[Provided data — start]
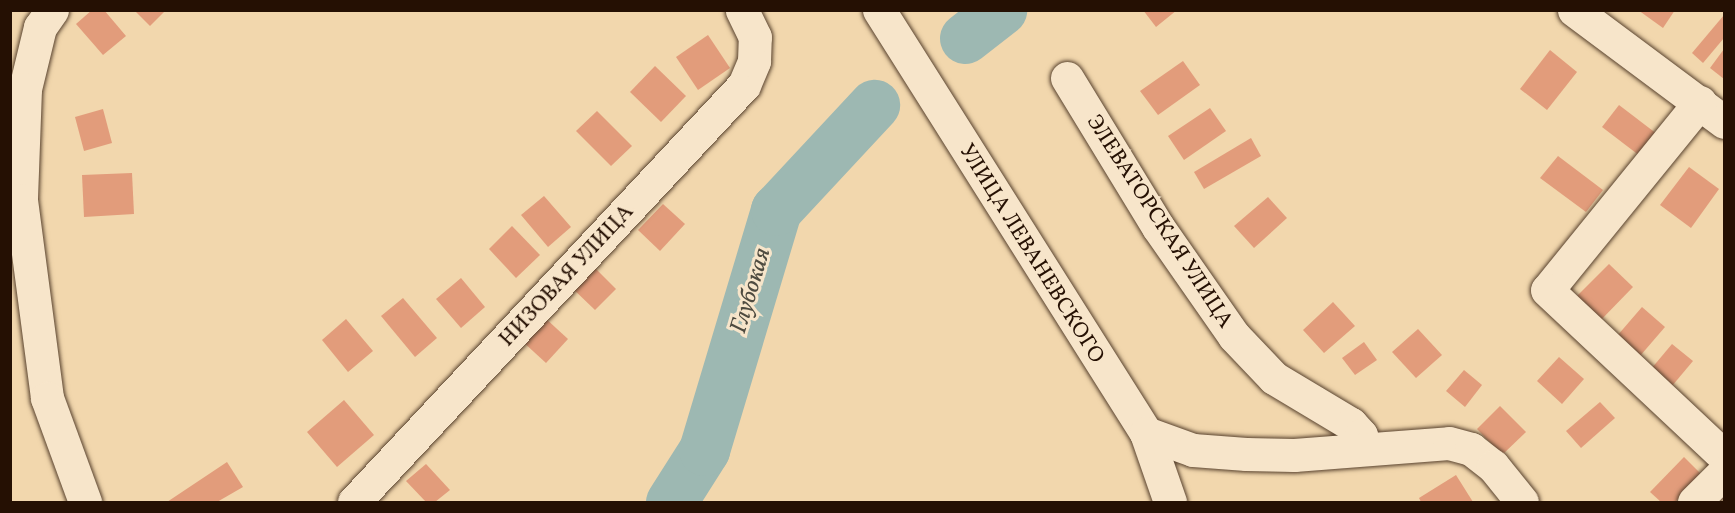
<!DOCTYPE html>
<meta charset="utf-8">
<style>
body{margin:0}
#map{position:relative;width:1735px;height:513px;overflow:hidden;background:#f2d7ad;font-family:Vollkorn,serif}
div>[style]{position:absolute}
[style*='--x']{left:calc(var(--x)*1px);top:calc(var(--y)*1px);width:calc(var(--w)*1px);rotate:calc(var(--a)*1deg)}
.river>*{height:51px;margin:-25.5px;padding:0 25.5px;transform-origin:25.5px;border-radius:25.5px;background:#9db8b2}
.building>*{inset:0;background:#e29c7b}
.roads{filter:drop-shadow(0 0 2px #58422e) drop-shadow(0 0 2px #58422e)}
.minor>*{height:33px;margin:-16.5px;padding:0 16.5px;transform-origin:16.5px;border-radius:16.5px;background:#f7e5ca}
span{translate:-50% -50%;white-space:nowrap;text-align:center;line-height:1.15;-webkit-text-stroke:6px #f7e5ca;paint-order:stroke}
.street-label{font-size:22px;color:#251003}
.water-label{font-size:24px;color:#4f4b40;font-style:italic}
.frame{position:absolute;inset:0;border:12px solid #251003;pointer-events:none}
</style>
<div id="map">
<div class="river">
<div style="--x:965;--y:38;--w:46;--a:-37.9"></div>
<div style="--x:671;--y:502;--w:62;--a:-57.6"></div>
<div style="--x:704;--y:450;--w:251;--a:-73.3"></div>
<div style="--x:776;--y:210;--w:144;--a:-47"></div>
</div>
<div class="building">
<div style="clip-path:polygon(92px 10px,104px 10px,126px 36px,103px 55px,76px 24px)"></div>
<div style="clip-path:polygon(134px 10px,166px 10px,150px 26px)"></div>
<div style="clip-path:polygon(1143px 10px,1177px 10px,1156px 27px)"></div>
<div style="clip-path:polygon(1638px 10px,1675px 10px,1663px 28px)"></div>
<div style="clip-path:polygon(1724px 15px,1724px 38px,1703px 63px,1692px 53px)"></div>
<div style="clip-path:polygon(708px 35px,730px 68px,698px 90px,676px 57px)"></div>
<div style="clip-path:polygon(1724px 49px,1724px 79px,1710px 68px)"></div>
<div style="clip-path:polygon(1550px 50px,1577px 72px,1547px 110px,1520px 89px)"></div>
<div style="clip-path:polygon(1183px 61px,1200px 85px,1158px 115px,1140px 91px)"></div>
<div style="clip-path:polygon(655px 66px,686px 96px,661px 122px,630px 92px)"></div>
<div style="clip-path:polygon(1619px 105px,1657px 134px,1640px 156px,1602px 127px)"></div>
<div style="clip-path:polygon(1210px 108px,1226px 131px,1184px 160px,1168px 136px)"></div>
<div style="clip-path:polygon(103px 109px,112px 143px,84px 151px,75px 117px)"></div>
<div style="clip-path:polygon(597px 111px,632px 146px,611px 166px,576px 131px)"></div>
<div style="clip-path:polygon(1251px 138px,1261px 156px,1204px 189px,1194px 172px)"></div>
<div style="clip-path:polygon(1558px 156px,1603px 190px,1586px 212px,1540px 178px)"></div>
<div style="clip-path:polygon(1689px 167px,1719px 189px,1691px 228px,1660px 205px)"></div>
<div style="clip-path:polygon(132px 173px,134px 214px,84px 217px,82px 175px)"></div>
<div style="clip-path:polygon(544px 196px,571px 227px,548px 247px,521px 215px)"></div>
<div style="clip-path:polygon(1268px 197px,1287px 218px,1254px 248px,1234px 226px)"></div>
<div style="clip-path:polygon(663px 204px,685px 224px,660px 251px,638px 230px)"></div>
<div style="clip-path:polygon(512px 226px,540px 255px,516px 278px,489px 249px)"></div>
<div style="clip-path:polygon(591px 264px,616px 289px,595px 310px,570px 286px)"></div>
<div style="clip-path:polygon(1609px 264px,1633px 287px,1599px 322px,1575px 298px)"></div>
<div style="clip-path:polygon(461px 278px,485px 307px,461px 328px,436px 299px)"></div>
<div style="clip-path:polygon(403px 298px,437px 338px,415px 357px,381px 316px)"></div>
<div style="clip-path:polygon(1333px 302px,1355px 326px,1324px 353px,1303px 330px)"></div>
<div style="clip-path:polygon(1642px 307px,1665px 327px,1640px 356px,1617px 336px)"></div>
<div style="clip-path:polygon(544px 317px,568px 339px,546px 363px,522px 341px)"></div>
<div style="clip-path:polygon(346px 319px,373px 351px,348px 372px,322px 340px)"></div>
<div style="clip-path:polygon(1418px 329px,1442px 355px,1416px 378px,1392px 352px)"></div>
<div style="clip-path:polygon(1364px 342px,1377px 360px,1355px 375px,1342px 358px)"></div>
<div style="clip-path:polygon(1672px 344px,1693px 361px,1672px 386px,1651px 369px)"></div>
<div style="clip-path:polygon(1559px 357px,1584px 379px,1562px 404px,1537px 381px)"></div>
<div style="clip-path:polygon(1464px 370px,1482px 385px,1465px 407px,1446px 391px)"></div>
<div style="clip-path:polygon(344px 400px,374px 435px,337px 467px,307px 432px)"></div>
<div style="clip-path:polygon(1600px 402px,1615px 418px,1581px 448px,1566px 431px)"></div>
<div style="clip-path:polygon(1500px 406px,1526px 432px,1502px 455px,1477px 429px)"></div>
<div style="clip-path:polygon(1684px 457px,1702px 475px,1675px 502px,1661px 502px,1650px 492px)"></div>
<div style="clip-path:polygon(227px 462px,243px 487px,217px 502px,167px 502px)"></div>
<div style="clip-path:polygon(426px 464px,450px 490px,435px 502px,426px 502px,406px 481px)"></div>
<div style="clip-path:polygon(1456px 475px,1473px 502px,1421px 502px,1419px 498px)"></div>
</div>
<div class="roads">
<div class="minor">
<div style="--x:52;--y:10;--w:21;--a:125"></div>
<div style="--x:40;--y:27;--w:64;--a:103.6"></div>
<div style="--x:25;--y:89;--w:111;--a:92.1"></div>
<div style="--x:21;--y:200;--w:200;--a:82.5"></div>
<div style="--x:47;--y:398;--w:111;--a:69.9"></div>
<div style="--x:879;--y:10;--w:500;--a:57.74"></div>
<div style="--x:1146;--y:433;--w:73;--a:70.8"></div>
<div style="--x:1574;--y:10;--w:187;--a:36.7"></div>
<div style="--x:1067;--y:78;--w:175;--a:58.6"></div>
<div style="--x:1158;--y:227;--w:133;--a:55.1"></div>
<div style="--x:1234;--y:336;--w:58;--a:46.4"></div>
<div style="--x:1274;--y:378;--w:90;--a:30.9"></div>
<div style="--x:1351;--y:424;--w:15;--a:48"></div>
<div style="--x:1361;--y:435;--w:13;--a:77"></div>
<div style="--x:1700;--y:102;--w:242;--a:129.1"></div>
<div style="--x:1547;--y:290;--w:243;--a:43.2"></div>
<div style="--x:1146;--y:433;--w:50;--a:19.9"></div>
<div style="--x:1193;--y:450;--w:53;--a:4.3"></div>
<div style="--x:1246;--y:454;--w:48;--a:1.2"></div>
<div style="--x:1294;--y:455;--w:155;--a:-4.4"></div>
<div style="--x:1449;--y:443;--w:23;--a:15"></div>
<div style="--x:1471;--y:449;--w:28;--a:38"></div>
<div style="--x:1493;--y:466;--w:46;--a:51.1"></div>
<div style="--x:354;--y:502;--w:571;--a:-46.92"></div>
<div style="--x:744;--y:85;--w:26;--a:-67"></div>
<div style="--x:754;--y:61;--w:24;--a:-88"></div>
<div style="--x:755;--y:37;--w:30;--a:-116"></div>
<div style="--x:1694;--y:502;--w:42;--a:-45"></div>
</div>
</div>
<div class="street-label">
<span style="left:1159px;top:222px;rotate:57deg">ЭЛЕВАТОРСКАЯ УЛИЦА</span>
<span style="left:1031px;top:254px;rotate:58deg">УЛИЦА ЛЕВАНЕВСКОГО</span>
<span style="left:567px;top:276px;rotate:-47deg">НИЗОВАЯ УЛИЦА</span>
</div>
<div class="water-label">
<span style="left:752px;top:291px;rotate:-73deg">Глубокая</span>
</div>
<div class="frame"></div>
</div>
[Provided data — finish]
- **Aim of the exercise**
Take each line of the material that contains the word "width" and list it.

- **Solution**
#map{position:relative;width:1735px;height:513px;overflow:hidden;background:#f2d7ad;font-family:Vollkorn,serif}
[style*='--x']{left:calc(var(--x)*1px);top:calc(var(--y)*1px);width:calc(var(--w)*1px);rotate:calc(var(--a)*1deg)}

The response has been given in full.